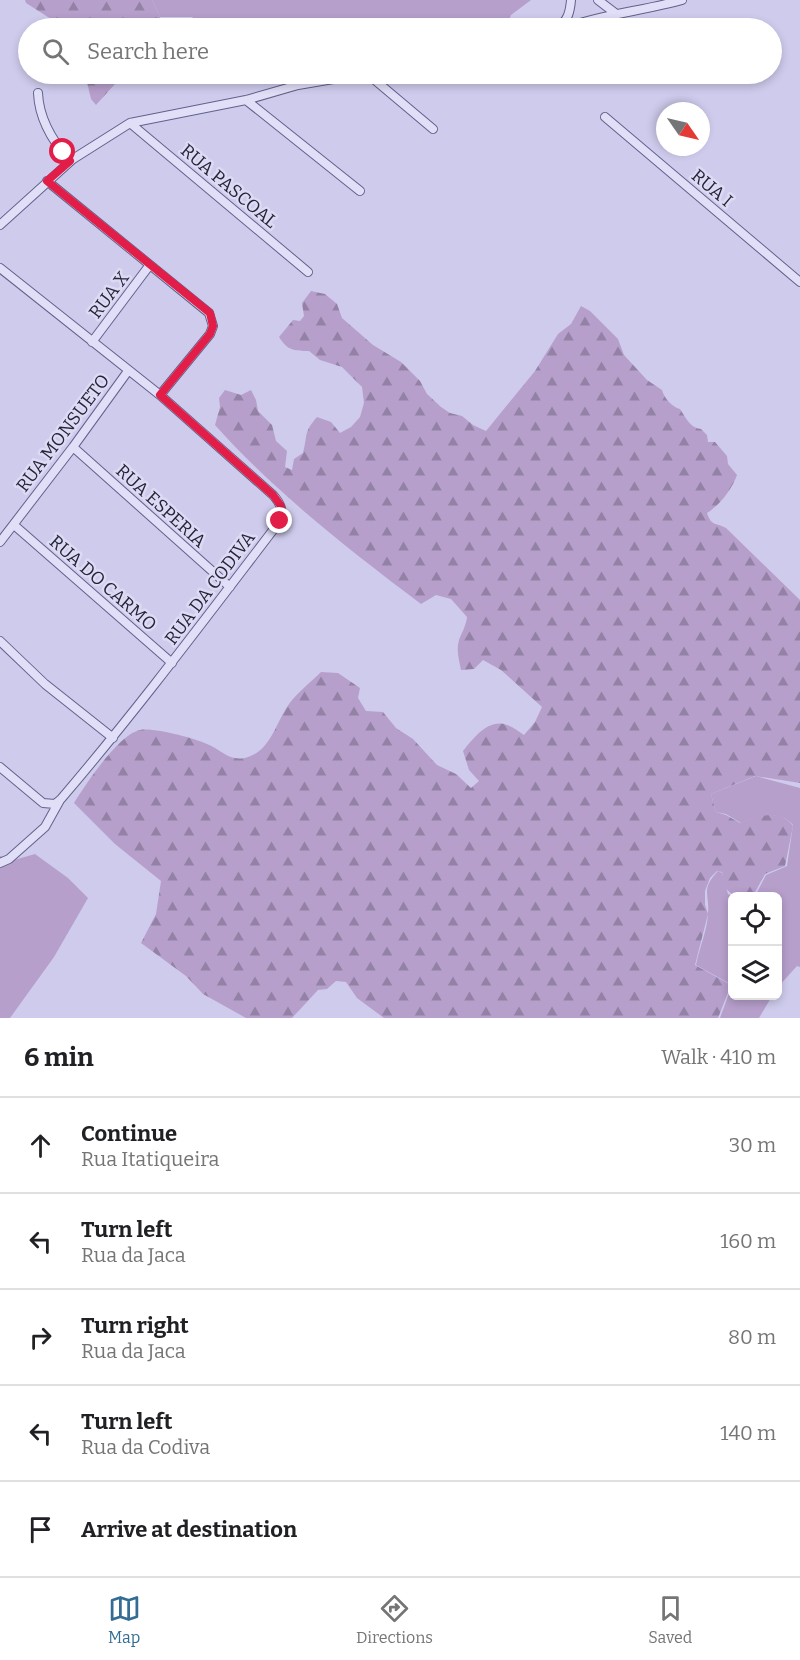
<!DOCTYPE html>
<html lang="en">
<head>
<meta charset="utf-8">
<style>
  body { margin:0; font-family:Bitter,serif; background:#f6f6f6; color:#202124 }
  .controls { position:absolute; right:18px; bottom:18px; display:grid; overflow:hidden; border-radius:9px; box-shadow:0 3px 9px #0003 }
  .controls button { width:54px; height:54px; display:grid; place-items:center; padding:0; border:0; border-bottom:2px solid #e0e0e0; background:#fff; color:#202124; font:30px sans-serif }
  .compass { position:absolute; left:656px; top:102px; width:54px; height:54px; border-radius:50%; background:#fff; box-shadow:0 3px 9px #0003; rotate:124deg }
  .stop { position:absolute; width:18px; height:18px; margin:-14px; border:4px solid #e11d48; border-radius:50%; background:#fff }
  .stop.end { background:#e11d48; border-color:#fff; box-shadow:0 2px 6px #0008 }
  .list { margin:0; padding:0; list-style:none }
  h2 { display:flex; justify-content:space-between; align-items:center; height:78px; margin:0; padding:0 24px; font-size:26px }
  h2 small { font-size:20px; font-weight:400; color:#757577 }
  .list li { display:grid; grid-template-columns:39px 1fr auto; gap:18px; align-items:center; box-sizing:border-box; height:96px; padding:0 24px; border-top:2px solid #e0e0e0 }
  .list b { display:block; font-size:22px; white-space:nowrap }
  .list p { margin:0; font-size:20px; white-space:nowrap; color:#757577 }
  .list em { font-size:20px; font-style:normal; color:#757577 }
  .icon { flex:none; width:33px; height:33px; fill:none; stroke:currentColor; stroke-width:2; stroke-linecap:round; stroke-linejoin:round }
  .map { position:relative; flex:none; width:800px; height:1018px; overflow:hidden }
  .search { position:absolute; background:#fff; box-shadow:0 3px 9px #0003; left:18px; right:18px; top:18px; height:66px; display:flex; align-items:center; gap:15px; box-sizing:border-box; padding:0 21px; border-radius:33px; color:#757577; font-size:22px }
  .sheet { height:558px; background:#fff }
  nav { display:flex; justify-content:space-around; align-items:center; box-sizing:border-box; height:84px; border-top:2px solid #e0e0e0; background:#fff; font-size:16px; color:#757577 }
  nav a { display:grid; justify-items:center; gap:3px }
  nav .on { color:#336d94 }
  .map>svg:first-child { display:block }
  .green { fill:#b69fcb }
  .forest { fill:url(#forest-firs) }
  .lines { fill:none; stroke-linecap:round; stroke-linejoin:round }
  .street-casing { stroke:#606289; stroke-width:10 }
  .street { stroke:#e1def8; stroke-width:8 }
  .route { stroke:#e11d48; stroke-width:8 }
  .labels { text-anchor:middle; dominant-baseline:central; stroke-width:5; stroke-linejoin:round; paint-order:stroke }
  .street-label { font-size:18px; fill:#22253a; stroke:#dddaf4 }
</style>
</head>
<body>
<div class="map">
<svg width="800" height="1018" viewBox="0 0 800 1018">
  <defs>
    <pattern id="forest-firs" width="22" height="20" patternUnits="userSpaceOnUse" patternTransform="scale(1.5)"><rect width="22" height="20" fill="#b69fcb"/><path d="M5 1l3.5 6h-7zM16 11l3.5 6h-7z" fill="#9481a6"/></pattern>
  </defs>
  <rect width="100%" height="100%" fill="#cfcbed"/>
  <path class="green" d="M152,0H531L511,15L506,28H204L192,17H160Z
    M252,74H320L264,83Z
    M756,776L800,788V967L797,966L778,987V897L755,896L766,875L787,866L793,825C778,809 759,817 741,823L726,814L716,812L711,794Z
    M35,854L68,878L88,898L54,957L10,1018H0V856L14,860Z
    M718,871L722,873L728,894L733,896L732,996H772L759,1018H720L732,985L696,965C699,949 707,931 708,914C710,894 700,890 718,871Z"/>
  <path class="forest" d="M25,0H152L160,17L159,28H65L26,3Z
    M85,74H124L96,105L91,99Z
    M311,291L325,294L337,304L342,318L373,345L401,362L420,381L427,394L441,407L450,413L462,416L473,425L486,431L535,371L558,334L571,324L581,306L590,311L618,339L624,355L635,367L647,380L662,390C664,398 672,407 680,409C686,418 690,428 701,429L707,435L708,442H715L727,456L728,464L737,475C732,489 720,505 707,513C712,527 715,522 726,528L800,600V783L755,776L711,794L716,812L726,815L740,823C758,817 779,807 793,826L785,866L765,874L753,896H734L725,888L722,872L717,871L710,878L705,891V905L708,914L695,965L731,985L718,1018H384L357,998L346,982L336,981L327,989L318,990L292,1018H246L203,994L186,976L141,943L156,914L161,881L115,844L74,803C85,785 119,734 140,730C153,727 194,738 207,744C222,750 230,763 248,757C271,750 276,722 289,704C298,692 311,682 321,672L338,673L360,688L358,698L366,711L383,712L396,728L413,739L437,765L456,774L471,788L479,781L469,770L463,751C473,739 488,718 507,725C513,727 519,732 524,735L535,722L542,707L501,670L483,660L474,669L461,670C459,660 456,650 459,640C462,632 466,626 467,617L451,599L436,595L421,604C348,549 276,493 215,425L220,407L219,398L225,390L241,395L251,390L256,400L258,411L272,425L276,441L287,451L285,467L292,470L294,459L303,453C308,435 303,433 317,417L331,422L340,433L351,427L360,417L364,403L362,387L342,367L320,360L309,351C294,351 287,350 279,337L293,320L300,321L304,316L302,303Z"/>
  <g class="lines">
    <g class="street-casing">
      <path id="street" d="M598,0L615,13
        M558,28C568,20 570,12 571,0
        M565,28C603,14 643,11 682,0
        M370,76L433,129
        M38,93C39,118 53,142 70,161
        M246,100L360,191
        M605,117L800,282
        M130,123L308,272
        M47,181L209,313L213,326L210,334L160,395
        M0,225L73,159L130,123L246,100L298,85L345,77L404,74
        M0,268L160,395L273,495C280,503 284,510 280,521C208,615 138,709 61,799L55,804L43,803L0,767
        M92,342L149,266
        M73,447L230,587
        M14,525L172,663
        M0,542L73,447L128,371
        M0,641L45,684L113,738
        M0,863L9,859L45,827L60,800"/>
    </g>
    <use href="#street" class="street"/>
  </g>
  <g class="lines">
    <path class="route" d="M63,152L70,161L47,181L210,313L213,326L210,334L160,395L273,495L281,506L280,521"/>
  </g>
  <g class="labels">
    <g class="street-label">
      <text transform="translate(229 186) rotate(40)">RUA PASCOAL</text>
      <text transform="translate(712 188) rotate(40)">RUA I</text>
      <text transform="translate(109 295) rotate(-53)">RUA X</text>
      <text transform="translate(63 433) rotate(-53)">RUA MONSUETO</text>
      <text transform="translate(161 506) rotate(42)">RUA ESPERIA</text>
      <text transform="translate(103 583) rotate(41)">RUA DO CARMO</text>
      <text transform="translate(210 588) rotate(-53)">RUA DA CODIVA</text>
    </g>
  </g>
</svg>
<div class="controls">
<button><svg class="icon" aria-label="locate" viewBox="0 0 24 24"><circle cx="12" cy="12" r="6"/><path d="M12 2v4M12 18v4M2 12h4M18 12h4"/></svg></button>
<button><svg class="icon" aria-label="layers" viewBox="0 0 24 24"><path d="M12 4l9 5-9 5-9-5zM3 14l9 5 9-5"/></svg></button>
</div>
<svg class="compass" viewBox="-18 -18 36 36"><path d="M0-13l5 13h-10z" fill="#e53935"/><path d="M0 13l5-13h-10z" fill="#757577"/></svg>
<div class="stop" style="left:63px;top:152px"></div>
<div class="stop end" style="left:280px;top:521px"></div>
<div class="search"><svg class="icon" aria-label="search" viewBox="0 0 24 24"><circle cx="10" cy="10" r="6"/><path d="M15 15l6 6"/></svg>Search here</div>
</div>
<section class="sheet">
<h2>6 min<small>Walk · 410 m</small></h2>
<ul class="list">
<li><svg class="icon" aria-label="ahead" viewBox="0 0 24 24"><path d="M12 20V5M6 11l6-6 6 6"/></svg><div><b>Continue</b><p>Rua Itatiqueira</p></div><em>30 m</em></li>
<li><svg class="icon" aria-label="left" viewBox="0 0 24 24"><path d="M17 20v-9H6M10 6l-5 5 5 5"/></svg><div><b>Turn left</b><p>Rua da Jaca</p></div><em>160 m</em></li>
<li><svg class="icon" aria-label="right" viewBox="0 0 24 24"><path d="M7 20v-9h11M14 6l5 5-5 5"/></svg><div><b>Turn right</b><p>Rua da Jaca</p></div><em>80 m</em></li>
<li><svg class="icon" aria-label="left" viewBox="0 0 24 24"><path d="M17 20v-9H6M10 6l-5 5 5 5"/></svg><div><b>Turn left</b><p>Rua da Codiva</p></div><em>140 m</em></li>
<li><svg class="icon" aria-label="arrive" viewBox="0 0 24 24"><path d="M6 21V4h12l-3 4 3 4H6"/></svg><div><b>Arrive at destination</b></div></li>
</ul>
</section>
<nav>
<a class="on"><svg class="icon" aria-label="map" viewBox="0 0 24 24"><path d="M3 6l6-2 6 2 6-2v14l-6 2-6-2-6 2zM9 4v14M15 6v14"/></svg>Map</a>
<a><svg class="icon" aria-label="directions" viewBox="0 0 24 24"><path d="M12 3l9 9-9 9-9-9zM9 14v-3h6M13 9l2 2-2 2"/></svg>Directions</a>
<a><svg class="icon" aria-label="saved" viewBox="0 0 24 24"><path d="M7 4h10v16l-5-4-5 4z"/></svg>Saved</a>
</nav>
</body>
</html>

*****

- **Exercise goal**
Please find the lines in the data that contain the word "nowrap" and copy them.

- **Exercise answer**
  .list b { display:block; font-size:22px; white-space:nowrap }
  .list p { margin:0; font-size:20px; white-space:nowrap; color:#757577 }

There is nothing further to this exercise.